Darkroom leads to a brighter life for Cork photographer
Cork photographer Kieran Tobin’s battle with depression led him to photography, and a career that has brought him much joy, writes
Cork photographer Kieran “Tubs” Tobin has processed some pretty dark subject matter in his day and, fittingly, he finds the darkroom is the place to do it.
Tobin has battled depression since he was in his early teens.
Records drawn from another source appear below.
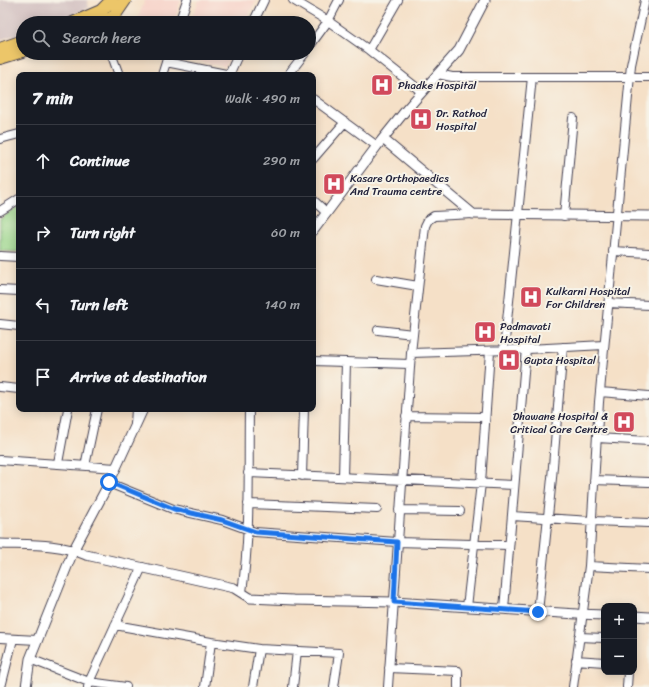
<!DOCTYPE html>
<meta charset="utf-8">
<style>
body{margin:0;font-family:Sriracha,sans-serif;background:#20242c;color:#f1f3f6}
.controls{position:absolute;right:12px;bottom:12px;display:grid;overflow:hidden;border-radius:8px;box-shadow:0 2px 10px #0003}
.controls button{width:36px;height:36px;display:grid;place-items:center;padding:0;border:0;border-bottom:1px solid #363941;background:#171b24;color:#f1f3f6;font:20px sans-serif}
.stop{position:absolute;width:12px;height:12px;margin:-9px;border:3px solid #1a73e8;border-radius:50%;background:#fff}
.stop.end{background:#1a73e8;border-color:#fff;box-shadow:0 1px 4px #0008}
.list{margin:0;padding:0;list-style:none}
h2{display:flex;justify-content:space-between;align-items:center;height:52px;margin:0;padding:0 16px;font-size:17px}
h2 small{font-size:13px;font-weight:400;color:#9ea1a6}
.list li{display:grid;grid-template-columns:26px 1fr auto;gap:12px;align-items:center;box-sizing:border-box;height:72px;padding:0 16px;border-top:1px solid #363941}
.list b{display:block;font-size:15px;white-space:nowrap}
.list em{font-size:13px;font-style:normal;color:#9ea1a6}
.icon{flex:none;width:22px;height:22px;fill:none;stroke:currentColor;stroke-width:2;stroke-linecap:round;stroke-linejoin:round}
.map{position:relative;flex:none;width:649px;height:687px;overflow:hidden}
.search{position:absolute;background:#171b24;box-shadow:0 2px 10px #0003;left:16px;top:16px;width:300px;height:44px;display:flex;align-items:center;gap:10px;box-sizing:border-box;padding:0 14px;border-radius:22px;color:#9ea1a6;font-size:15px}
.panel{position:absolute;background:#171b24;box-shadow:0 2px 10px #0003;left:16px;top:72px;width:300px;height:340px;border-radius:8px}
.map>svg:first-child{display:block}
.built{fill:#f7d1c7}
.industrial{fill:#d2bfc0}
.green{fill:#97d488;stroke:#5c7b62}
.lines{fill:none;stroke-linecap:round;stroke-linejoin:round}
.minor-casing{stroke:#423e50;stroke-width:10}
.tertiary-casing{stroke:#423e50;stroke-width:11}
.primary-casing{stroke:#423e50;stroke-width:14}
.minor{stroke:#fff;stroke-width:8}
.tertiary{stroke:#fff;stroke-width:9}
.primary{stroke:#ecc669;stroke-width:12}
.route{stroke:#1a73e8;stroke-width:5}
.labels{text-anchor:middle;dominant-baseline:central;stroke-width:4;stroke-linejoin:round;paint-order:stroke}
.poi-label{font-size:11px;fill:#22223b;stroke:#f7f3e8;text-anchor:start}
</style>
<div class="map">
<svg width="649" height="687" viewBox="0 0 649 687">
<rect width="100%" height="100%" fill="#f7f3e8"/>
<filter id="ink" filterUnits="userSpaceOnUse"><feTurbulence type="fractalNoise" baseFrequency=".025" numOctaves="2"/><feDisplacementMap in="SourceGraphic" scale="8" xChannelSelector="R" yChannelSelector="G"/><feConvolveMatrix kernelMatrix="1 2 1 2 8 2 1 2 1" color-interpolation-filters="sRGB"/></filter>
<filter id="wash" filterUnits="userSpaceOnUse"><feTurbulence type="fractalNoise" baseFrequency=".012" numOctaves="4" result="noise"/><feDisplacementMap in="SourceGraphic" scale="16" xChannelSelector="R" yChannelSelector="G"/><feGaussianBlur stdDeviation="0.9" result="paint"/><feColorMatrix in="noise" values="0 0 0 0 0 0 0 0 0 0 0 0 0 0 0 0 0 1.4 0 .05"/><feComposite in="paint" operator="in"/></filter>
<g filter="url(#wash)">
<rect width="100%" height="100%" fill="#f5e0c7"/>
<!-- built -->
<path class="built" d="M145,0H181L173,23H136Z
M199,0H256L245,23H190Z
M179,53H231L225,67L178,56Z"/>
<!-- industrial -->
<path class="industrial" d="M0,0H87L89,8L48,23H23V32L0,40Z"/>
<!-- green -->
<path class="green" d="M19,206V252L0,251V219Z"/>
</g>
<g filter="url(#ink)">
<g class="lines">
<!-- minor casing -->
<g class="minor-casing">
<path id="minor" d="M293,0L328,21L309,47
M339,0L328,21L369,50L422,92
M179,23L187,0
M253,23L264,0
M369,50L398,0
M111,53L119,75
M166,62L231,75
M438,74L452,77H649
M162,75L169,53
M229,75L239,53
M288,75L305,53
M313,99L377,146
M0,139L19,134
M313,159L345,122
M313,200L327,213
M0,211L19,199
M564,216L573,118
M613,251L649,253
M0,256L19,257
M376,279L418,286
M0,290L19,291
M608,303L649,305
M0,324L19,326
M378,330L413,334
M504,350L532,77
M411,353L509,350L604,345
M313,361L410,364
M0,387L19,389
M600,392L649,396
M406,416L485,417
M135,424L136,409
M597,438L649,441
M0,460L116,468
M58,463L68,409
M85,466L97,409
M248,473L514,485
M302,476L304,409
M343,477L346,362
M594,480L649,482
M109,483L173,509L222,520L255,532L397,542L509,545
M248,504L377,509
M399,510L460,511
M512,516L592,521L649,523
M589,566L649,569
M242,592C251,532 248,470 249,409
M467,607L481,483L490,351
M504,609L526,349
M538,612L552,478L563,347
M115,625L211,642L259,649L339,653L334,687
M579,637L604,638
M0,638L37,640
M30,659L89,682L126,687
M576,660L604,662
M389,668L458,671V687
M1,687L13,639
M88,687L89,682L142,567
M205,687L211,642
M253,687L259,649
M293,687L297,651
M388,687L411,353L425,226L428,220L434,216L473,214
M573,687L589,566L599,402L631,65L645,0
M627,687L628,672"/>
</g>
<!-- tertiary casing -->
<g class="tertiary-casing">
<path id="tertiary" d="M383,139L473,214L649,216
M313,231L377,146L406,110L459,50L485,0
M0,544C30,545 59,543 86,555L234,588L250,598L293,600L394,602L577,614L604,615
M634,616L649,617
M26,687L30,659L74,549L109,483L143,409"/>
</g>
<!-- primary casing -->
<g class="primary-casing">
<path id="primary" d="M73,23L101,11L112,0
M104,23L114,16L125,0
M0,49L23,41
M0,58L23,51"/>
</g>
<!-- minor -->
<use href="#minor" class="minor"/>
<!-- tertiary -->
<use href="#tertiary" class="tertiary"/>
<!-- primary -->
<use href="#primary" class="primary"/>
</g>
</g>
<g class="lines" filter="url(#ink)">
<!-- route -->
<path class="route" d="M109,482L174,509L222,520L256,532L397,542L394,602L538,612"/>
</g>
<!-- icons -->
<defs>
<g id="hospital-square" transform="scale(1.15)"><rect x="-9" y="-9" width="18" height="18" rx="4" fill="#d1495b" stroke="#f7f3e8"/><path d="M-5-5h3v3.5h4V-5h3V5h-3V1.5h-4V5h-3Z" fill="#fff"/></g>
</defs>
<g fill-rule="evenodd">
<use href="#hospital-square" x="382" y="85"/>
<use href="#hospital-square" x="421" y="119"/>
<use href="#hospital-square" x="334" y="184"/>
<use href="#hospital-square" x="531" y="297"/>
<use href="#hospital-square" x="485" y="332"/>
<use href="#hospital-square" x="509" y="360"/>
<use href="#hospital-square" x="624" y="422"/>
</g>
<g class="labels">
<!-- poi labels -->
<g class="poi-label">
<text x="398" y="85">Phadke Hospital</text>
<text x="436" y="113">Dr. Rathod<tspan x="436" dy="13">Hospital</tspan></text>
<text x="350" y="178">Kasare Orthopaedics<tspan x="350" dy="13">And Trauma centre</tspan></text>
<text x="546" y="291">Kulkarni Hospital<tspan x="546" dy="13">For Children</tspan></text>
<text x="500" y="326">Padmavati<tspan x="500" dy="13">Hospital</tspan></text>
<text x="524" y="360">Gupta Hospital</text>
<text x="608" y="416" text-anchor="end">Dhawane Hospital &amp;<tspan x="608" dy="13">Critical Care Centre</tspan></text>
</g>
</g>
</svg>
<div class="controls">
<button>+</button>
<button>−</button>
</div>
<div class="stop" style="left:109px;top:482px"></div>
<div class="stop end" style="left:538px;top:612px"></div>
<div class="search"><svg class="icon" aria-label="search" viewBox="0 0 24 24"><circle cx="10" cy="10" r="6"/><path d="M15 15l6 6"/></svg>Search here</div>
<section class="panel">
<h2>7 min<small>Walk · 490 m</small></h2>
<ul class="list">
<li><svg class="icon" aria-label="ahead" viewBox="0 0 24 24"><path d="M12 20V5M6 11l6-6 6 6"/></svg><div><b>Continue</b></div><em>290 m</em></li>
<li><svg class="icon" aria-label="right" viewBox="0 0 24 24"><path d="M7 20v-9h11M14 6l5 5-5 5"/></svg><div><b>Turn right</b></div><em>60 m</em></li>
<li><svg class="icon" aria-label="left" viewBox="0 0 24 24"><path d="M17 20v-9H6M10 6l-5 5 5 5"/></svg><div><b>Turn left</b></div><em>140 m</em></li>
<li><svg class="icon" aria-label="arrive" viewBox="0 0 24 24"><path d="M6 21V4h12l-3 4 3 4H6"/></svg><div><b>Arrive at destination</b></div></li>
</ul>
</section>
</div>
“I had a bad attack when I was 20 and, when I was 27, I had four years where suicide really felt like the easy option,” he says. “But you have to keep fighting, because if you give in, it’s over. I was on Seroxat, Lexapro, Prozac… but photography became the best medicine I ever had. What was once an ailment is now an inspiration.”
At 30, unable to work due to his depression, Tobin bought his first film camera and enrolled in the photography course in St John’s College of Further Education. It was a turning point in his life, though he struggled to complete the course, deferring his second year.
However, it would lead not only to his art, but also to his livelihood.
“The darkroom technician was leaving and I was asked to volunteer until they found someone else,” he explains. “That was in 2003, and I’m there ever since. It’s without a doubt the greatest job: Nearly 15 years on, it’s still a joy to go to work. I’m really lucky. I’m one of only a handful of darkroom technicians left in the country.”
Film as a tactile medium is what excites Tobin. Using experimental darkroom processes to transform his photographs into atmospheric one-off artworks that combine portraiture with painting, Tobin applies photographic chemicals, the dye from markers and even sweets to his photographs. “It’s all about ‘what if?’” he says.
He pulls out one print that has an area of vivid, almost luminous yellow next to a nude female form, and smiles. “This is actually M&Ms,” he says. “I soaked them in water and got this yellow colour, so I ground up the shells of the sweets and painted them on.”

He has a darkroom at the house he shares with his wife in the countryside outside Midleton, Co Cork. “I spend every Saturday in the darkroom,” he says.
“With blak and white, you can work with a red safety light, but with colour you’re working in complete darkness.”
“It’s very hit and miss; with colour chemicals, the temperature needs to be at 37-38 degrees. The chemicals are quite pungent and extremely dangerous to be around, so I have to wear a ventilating mask and goggles; the colour will vary if the chemicals drop in temperature.”
Tobin frequently makes self-portraits, a way, he says, of exploring issues relating to his own vulnerability, mental states and identity.
However, the collection of prints he’s exhibiting as part of Cork Photo Festival are female nudes; portraits of friends for the most part.
“I grew up in a Catholic family in Ireland in the ’80s,” he says. “The body was looked upon shamefully. You’d go to the beach and stand there and shuffle around under a towel, trying to dress and undress.”
Is this a political crusade, then, or a personal one? “I’m doing it for myself,” he says. “The church doesn’t have much of a pull on the country anymore, but it still lingers in things like the abortion debate and the marriage-equality referendum.”
Ironically, Tobin’s quest against the censoriousness of an Irish Catholic background is mirrored in the digital world; three of his images have been banned by Instagram for violating community guidelines.
“You can’t show a penis on Instagram,” he says, smiling. “I do a lot of self-portraits and I’d black out areas to put up the print, but it seems the algorithm works that even if there’s a blob of paint, it goes, ‘you’re hiding something’, and bans it anyway.”

For many photographers, Instagram is the platform of choice, and Tobin says it’s an important platform, worth him digitising his work to share, but he feels there are double standards at play in the Facebook-owned platform’s “community standards”.
“One of my German models put up an image of her walking past a window, where the light was falling on the curve of her buttocks. It got banned, but if you search for #Twerking, there’s girls twerking their backsides in an in-your-face way, and that’s fully acceptable?”